▶ _WHAT YOU SHOULD DO_
Below is a block of records; return all of them exactly, but without the images.

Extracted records
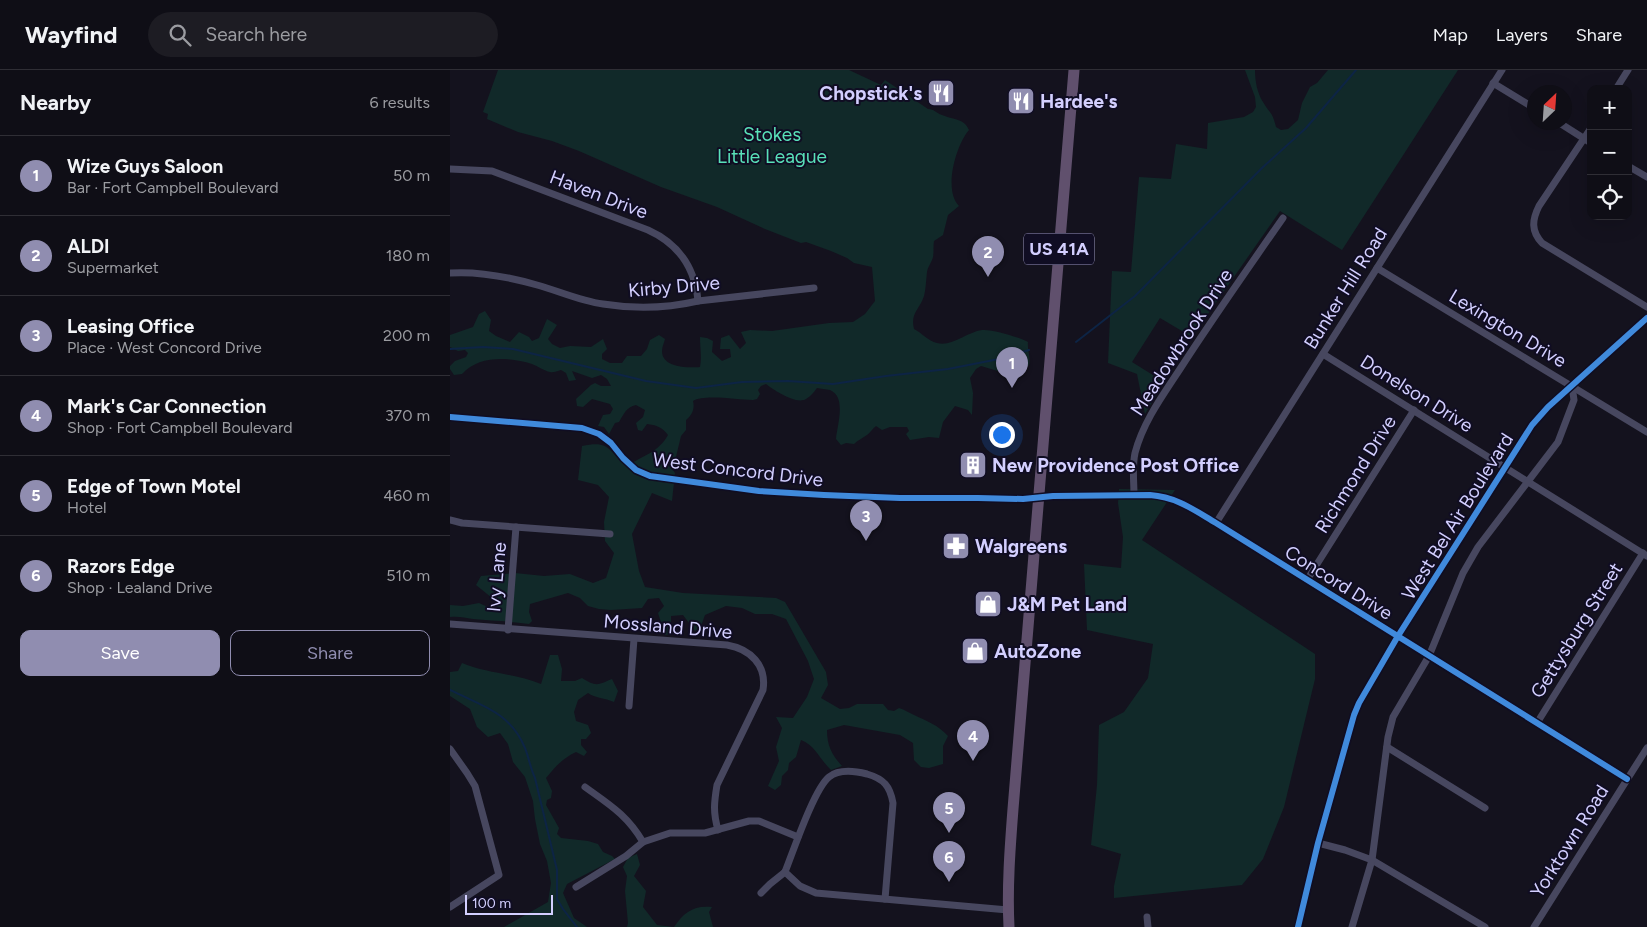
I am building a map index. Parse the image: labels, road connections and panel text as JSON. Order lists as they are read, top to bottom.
{
  "streets": {
    "highway": ["US 41A"],
    "street": [
      "Haven Drive",
      "Kirby Drive",
      "Bunker Hill Road",
      "Lexington Drive",
      "Meadowbrook Drive",
      "Donelson Drive",
      "West Concord Drive",
      "Richmond Drive",
      "West Bel Air Boulevard",
      "Ivy Lane",
      "Concord Drive",
      "Mossland Drive",
      "Gettysburg Street",
      "Yorktown Road"
    ]
  },
  "crossings": [
    ["Haven Drive", "Kirby Drive"],
    ["US 41A", "West Concord Drive"],
    ["US 41A", "Concord Drive"],
    ["Bunker Hill Road", "Lexington Drive"],
    ["Bunker Hill Road", "Donelson Drive"],
    ["Bunker Hill Road", "Concord Drive"],
    ["Lexington Drive", "West Bel Air Boulevard"],
    ["Meadowbrook Drive", "Concord Drive"],
    ["Donelson Drive", "Richmond Drive"],
    ["Donelson Drive", "West Bel Air Boulevard"],
    ["Donelson Drive", "Gettysburg Street"],
    ["West Concord Drive", "Concord Drive"],
    ["Richmond Drive", "Concord Drive"],
    ["West Bel Air Boulevard", "Concord Drive"],
    ["Ivy Lane", "Mossland Drive"],
    ["Concord Drive", "Gettysburg Street"],
    ["Concord Drive", "Yorktown Road"]
  ],
  "parks": ["Stokes Little League"],
  "places": {
    "restaurant": ["Chopstick's", "Hardee's"],
    "building": ["New Providence Post Office"],
    "pharmacy": ["Walgreens"],
    "shop": ["J&M Pet Land", "AutoZone"]
  },
  "scale_bar": "100 m",
  "north": "top right",
  "page": {
    "header": "Wayfind",
    "search": "Search here",
    "nav": ["Map", "Layers", "Share"],
    "heading": ["Nearby", "6 results"],
    "map_buttons": ["+", "−"],
    "list": [
      {
        "mark": "1",
        "name": "Wize Guys Saloon",
        "note": "Bar · Fort Campbell Boulevard",
        "value": "50 m"
      },
      {
        "mark": "2",
        "name": "ALDI",
        "note": "Supermarket",
        "value": "180 m"
      },
      {
        "mark": "3",
        "name": "Leasing Office",
        "note": "Place · West Concord Drive",
        "value": "200 m"
      },
      {
        "mark": "4",
        "name": "Mark's Car Connection",
        "note": "Shop · Fort Campbell Boulevard",
        "value": "370 m"
      },
      {
        "mark": "5",
        "name": "Edge of Town Motel",
        "note": "Hotel",
        "value": "460 m"
      },
      {
        "mark": "6",
        "name": "Razors Edge",
        "note": "Shop · Lealand Drive",
        "value": "510 m"
      }
    ],
    "pins": [
      "2",
      "1",
      "3",
      "4",
      "5",
      "6"
    ],
    "buttons": ["Save", "Share"],
    "scale": "100 m"
  }
}
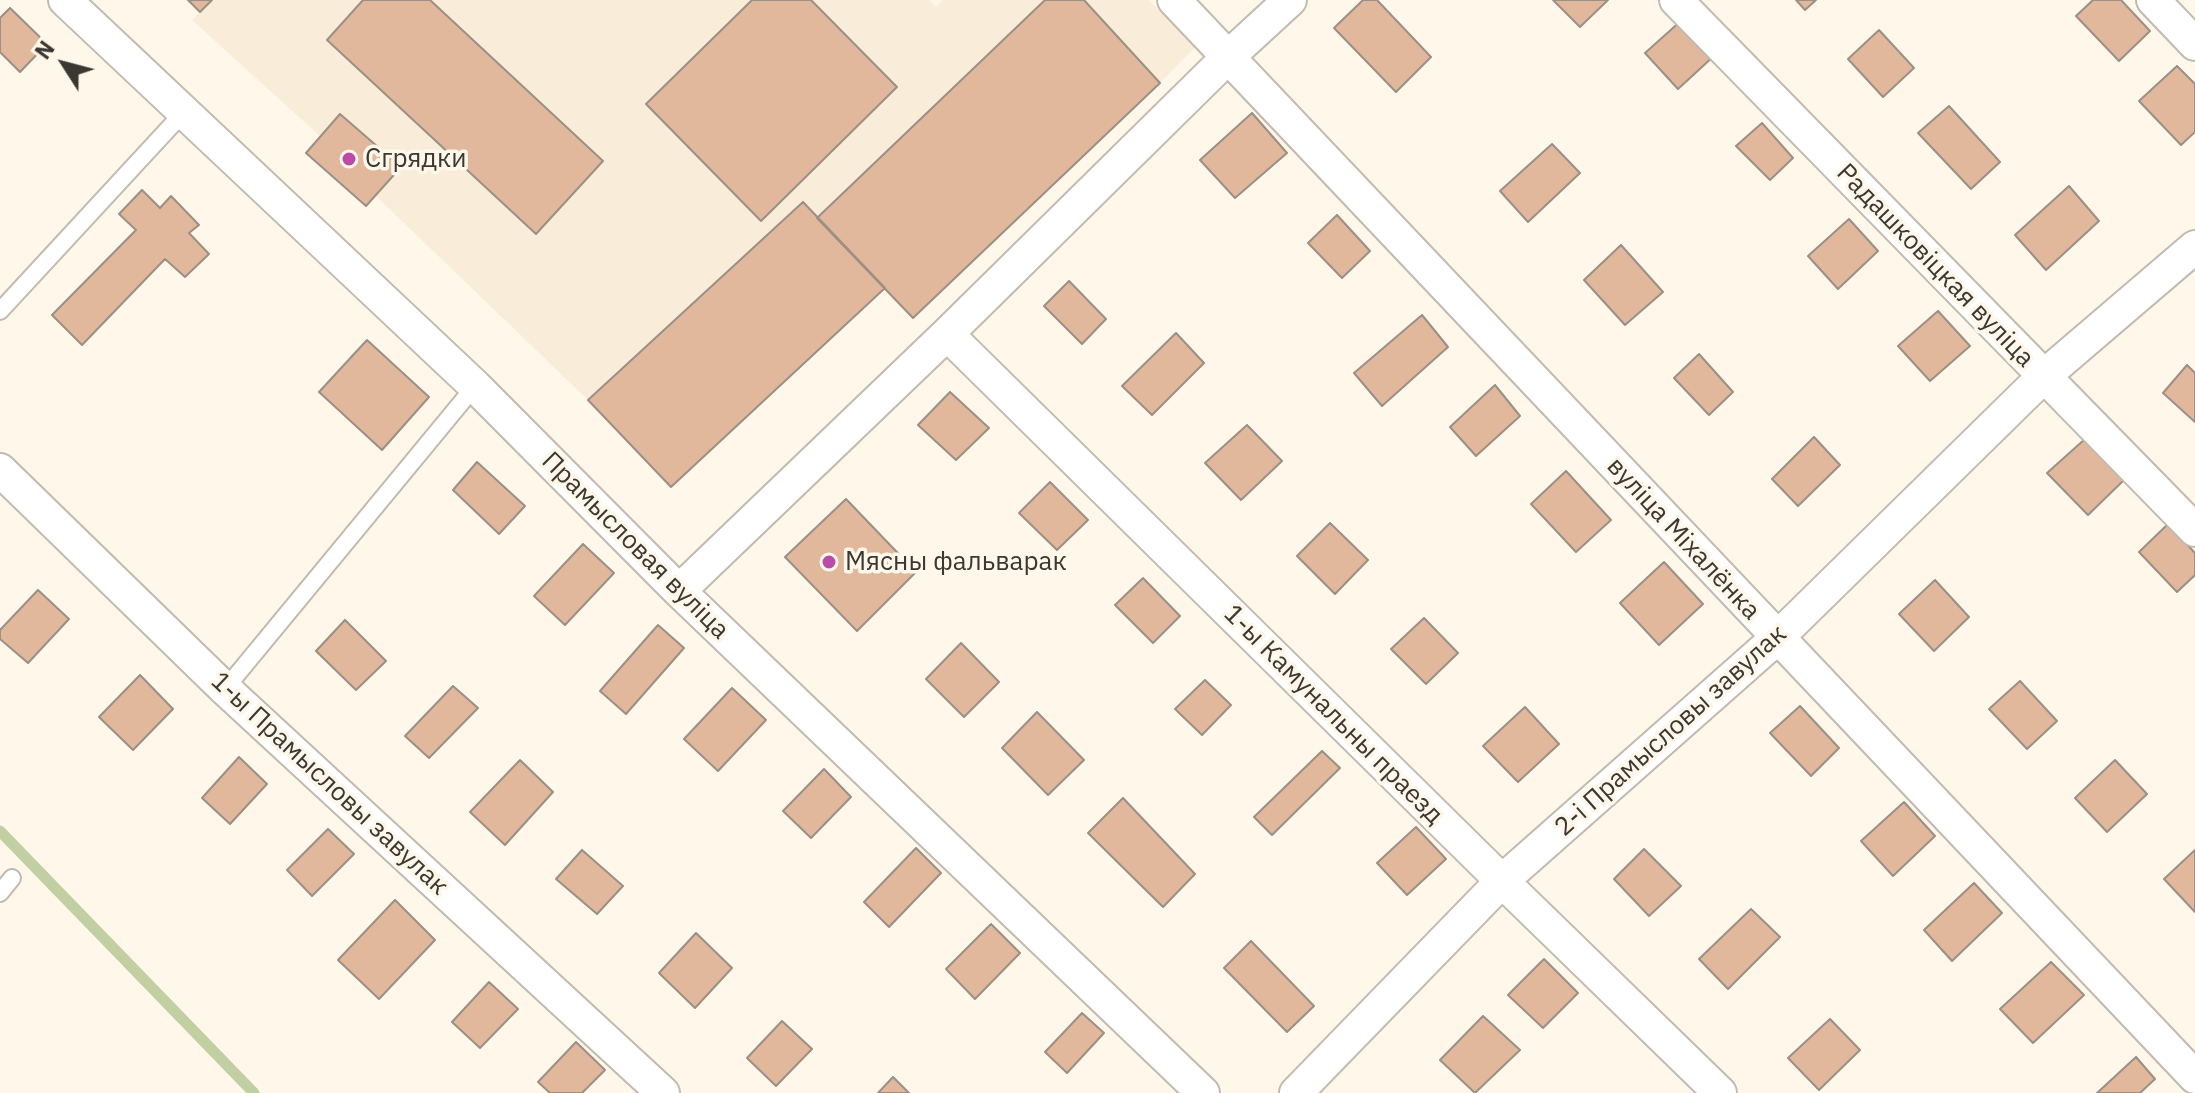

▶ _EXERCISE RESPONSE_
I am building a map index. Parse the image: labels, road connections and panel text as JSON. Order lists as they are read, top to bottom.
{
  "streets": {
    "highway": ["US 41A"],
    "street": [
      "Haven Drive",
      "Kirby Drive",
      "Bunker Hill Road",
      "Lexington Drive",
      "Meadowbrook Drive",
      "Donelson Drive",
      "West Concord Drive",
      "Richmond Drive",
      "West Bel Air Boulevard",
      "Ivy Lane",
      "Concord Drive",
      "Mossland Drive",
      "Gettysburg Street",
      "Yorktown Road"
    ]
  },
  "crossings": [
    ["Haven Drive", "Kirby Drive"],
    ["US 41A", "West Concord Drive"],
    ["US 41A", "Concord Drive"],
    ["Bunker Hill Road", "Lexington Drive"],
    ["Bunker Hill Road", "Donelson Drive"],
    ["Bunker Hill Road", "Concord Drive"],
    ["Lexington Drive", "West Bel Air Boulevard"],
    ["Meadowbrook Drive", "Concord Drive"],
    ["Donelson Drive", "Richmond Drive"],
    ["Donelson Drive", "West Bel Air Boulevard"],
    ["Donelson Drive", "Gettysburg Street"],
    ["West Concord Drive", "Concord Drive"],
    ["Richmond Drive", "Concord Drive"],
    ["West Bel Air Boulevard", "Concord Drive"],
    ["Ivy Lane", "Mossland Drive"],
    ["Concord Drive", "Gettysburg Street"],
    ["Concord Drive", "Yorktown Road"]
  ],
  "parks": ["Stokes Little League"],
  "places": {
    "restaurant": ["Chopstick's", "Hardee's"],
    "building": ["New Providence Post Office"],
    "pharmacy": ["Walgreens"],
    "shop": ["J&M Pet Land", "AutoZone"]
  },
  "scale_bar": "100 m",
  "north": "top right",
  "page": {
    "header": "Wayfind",
    "search": "Search here",
    "nav": ["Map", "Layers", "Share"],
    "heading": ["Nearby", "6 results"],
    "map_buttons": ["+", "−"],
    "list": [
      {
        "mark": "1",
        "name": "Wize Guys Saloon",
        "note": "Bar · Fort Campbell Boulevard",
        "value": "50 m"
      },
      {
        "mark": "2",
        "name": "ALDI",
        "note": "Supermarket",
        "value": "180 m"
      },
      {
        "mark": "3",
        "name": "Leasing Office",
        "note": "Place · West Concord Drive",
        "value": "200 m"
      },
      {
        "mark": "4",
        "name": "Mark's Car Connection",
        "note": "Shop · Fort Campbell Boulevard",
        "value": "370 m"
      },
      {
        "mark": "5",
        "name": "Edge of Town Motel",
        "note": "Hotel",
        "value": "460 m"
      },
      {
        "mark": "6",
        "name": "Razors Edge",
        "note": "Shop · Lealand Drive",
        "value": "510 m"
      }
    ],
    "pins": [
      "2",
      "1",
      "3",
      "4",
      "5",
      "6"
    ],
    "buttons": ["Save", "Share"],
    "scale": "100 m"
  }
}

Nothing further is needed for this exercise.